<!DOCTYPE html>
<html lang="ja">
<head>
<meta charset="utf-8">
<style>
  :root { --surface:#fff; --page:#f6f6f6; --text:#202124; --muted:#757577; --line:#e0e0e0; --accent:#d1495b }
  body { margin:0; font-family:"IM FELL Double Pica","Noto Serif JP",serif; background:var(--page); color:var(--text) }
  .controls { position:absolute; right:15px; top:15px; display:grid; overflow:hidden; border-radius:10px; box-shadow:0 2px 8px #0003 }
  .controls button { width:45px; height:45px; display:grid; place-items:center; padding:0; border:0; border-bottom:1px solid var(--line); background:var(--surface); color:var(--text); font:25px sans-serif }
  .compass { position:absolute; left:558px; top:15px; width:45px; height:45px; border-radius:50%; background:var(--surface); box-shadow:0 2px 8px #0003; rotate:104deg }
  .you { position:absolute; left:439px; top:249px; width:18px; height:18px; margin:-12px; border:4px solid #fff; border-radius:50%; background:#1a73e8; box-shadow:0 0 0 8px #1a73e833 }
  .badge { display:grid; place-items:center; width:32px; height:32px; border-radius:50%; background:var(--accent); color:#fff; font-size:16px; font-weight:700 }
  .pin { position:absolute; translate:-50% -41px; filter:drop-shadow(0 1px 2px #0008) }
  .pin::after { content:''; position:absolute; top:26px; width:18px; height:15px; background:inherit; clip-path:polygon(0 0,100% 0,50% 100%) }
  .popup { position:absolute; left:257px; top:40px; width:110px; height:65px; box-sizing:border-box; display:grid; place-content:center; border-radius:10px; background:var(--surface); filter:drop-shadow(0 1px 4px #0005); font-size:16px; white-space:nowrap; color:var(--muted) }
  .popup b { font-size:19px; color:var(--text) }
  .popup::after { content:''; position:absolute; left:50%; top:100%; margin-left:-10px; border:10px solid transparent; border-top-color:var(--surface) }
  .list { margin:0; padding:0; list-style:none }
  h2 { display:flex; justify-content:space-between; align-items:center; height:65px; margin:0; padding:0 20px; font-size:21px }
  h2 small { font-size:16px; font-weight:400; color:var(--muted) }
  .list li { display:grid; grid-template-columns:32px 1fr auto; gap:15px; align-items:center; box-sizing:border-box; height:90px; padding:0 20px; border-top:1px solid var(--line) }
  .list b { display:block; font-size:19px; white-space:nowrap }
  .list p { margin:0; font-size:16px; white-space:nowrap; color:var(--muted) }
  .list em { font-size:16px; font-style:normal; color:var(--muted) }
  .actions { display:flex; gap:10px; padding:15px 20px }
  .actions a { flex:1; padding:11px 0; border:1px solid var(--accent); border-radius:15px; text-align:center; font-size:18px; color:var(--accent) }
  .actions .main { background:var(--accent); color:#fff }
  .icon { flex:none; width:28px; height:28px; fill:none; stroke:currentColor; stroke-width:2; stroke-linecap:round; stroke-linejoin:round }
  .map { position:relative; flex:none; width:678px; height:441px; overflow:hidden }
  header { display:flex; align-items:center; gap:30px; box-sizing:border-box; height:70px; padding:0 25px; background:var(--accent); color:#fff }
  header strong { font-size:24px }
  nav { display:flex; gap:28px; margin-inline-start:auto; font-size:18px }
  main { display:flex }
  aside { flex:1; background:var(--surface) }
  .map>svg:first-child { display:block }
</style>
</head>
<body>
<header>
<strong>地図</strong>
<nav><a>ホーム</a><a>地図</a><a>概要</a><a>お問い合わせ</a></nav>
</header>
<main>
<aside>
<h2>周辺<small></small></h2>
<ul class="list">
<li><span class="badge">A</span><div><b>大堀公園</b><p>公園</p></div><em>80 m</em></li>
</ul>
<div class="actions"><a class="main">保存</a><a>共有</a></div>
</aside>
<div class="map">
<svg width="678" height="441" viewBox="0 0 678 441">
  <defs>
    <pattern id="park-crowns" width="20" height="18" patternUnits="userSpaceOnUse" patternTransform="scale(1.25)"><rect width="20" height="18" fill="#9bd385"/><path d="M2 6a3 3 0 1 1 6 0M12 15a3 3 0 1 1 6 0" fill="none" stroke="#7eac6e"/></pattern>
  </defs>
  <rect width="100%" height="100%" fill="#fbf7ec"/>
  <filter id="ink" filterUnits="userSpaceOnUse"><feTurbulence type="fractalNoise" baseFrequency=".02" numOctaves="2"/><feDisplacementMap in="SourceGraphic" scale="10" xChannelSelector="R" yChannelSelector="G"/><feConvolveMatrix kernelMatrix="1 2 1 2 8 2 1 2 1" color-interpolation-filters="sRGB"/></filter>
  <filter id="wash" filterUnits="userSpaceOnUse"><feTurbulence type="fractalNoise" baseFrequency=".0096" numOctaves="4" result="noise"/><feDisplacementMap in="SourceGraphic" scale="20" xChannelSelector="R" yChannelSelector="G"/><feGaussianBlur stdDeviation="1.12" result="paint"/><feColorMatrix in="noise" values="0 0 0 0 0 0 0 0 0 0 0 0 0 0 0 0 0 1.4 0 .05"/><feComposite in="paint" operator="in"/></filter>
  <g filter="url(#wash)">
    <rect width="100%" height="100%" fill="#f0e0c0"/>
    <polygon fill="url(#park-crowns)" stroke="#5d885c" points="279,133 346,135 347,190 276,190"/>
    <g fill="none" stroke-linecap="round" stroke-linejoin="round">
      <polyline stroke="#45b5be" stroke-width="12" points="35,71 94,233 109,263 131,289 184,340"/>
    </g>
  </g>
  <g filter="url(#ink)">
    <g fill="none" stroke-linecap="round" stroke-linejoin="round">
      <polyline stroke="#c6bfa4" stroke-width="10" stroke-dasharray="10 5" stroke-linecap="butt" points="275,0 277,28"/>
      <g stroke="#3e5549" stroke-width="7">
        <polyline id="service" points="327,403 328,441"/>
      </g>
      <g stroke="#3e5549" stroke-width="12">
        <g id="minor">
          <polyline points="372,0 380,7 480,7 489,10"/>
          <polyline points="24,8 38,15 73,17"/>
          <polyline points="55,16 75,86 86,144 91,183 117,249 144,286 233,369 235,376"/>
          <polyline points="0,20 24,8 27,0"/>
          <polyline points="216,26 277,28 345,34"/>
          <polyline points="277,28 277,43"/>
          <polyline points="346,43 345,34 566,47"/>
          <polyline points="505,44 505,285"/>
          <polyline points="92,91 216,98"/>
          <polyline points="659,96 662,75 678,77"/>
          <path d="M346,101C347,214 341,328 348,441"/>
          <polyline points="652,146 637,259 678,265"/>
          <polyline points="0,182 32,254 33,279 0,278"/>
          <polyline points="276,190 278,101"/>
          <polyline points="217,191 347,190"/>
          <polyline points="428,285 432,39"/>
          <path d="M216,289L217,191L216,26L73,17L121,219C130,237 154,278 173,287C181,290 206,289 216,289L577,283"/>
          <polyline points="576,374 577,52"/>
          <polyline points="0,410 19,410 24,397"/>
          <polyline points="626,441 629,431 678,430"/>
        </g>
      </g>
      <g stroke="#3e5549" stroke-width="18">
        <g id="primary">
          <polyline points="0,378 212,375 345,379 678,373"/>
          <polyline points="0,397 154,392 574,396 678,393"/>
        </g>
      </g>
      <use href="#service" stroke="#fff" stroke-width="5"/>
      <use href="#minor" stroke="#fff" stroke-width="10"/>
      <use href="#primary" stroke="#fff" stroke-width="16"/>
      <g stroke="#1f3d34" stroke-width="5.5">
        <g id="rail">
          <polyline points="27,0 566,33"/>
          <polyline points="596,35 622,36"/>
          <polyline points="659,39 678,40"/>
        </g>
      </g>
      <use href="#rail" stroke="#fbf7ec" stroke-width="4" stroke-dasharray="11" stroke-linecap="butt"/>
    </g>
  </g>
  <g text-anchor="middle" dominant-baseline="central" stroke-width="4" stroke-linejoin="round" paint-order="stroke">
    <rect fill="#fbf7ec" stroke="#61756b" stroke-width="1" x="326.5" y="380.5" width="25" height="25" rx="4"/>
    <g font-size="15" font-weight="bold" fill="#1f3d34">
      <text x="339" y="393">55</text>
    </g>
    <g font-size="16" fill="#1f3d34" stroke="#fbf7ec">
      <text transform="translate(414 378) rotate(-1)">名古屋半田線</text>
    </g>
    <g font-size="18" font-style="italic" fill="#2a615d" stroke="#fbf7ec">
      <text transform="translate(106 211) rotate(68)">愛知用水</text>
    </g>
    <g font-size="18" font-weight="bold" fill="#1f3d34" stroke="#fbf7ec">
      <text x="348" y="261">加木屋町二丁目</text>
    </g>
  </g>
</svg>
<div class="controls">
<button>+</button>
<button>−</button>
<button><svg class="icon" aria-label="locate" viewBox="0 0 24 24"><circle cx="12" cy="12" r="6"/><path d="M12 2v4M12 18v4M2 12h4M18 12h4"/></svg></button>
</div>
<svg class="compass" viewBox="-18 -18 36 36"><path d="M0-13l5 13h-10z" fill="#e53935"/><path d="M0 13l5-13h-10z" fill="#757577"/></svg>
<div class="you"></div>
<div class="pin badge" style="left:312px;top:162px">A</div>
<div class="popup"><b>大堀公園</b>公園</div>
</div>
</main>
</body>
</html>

● ● ● ● ●

▶ [Directions]: Wherever the string "compass" appears in the data above, report the whole line.

▶ [Task answer]:
  .compass { position:absolute; left:558px; top:15px; width:45px; height:45px; border-radius:50%; background:var(--surface); box-shadow:0 2px 8px #0003; rotate:104deg }
<svg class="compass" viewBox="-18 -18 36 36"><path d="M0-13l5 13h-10z" fill="#e53935"/><path d="M0 13l5-13h-10z" fill="#757577"/></svg>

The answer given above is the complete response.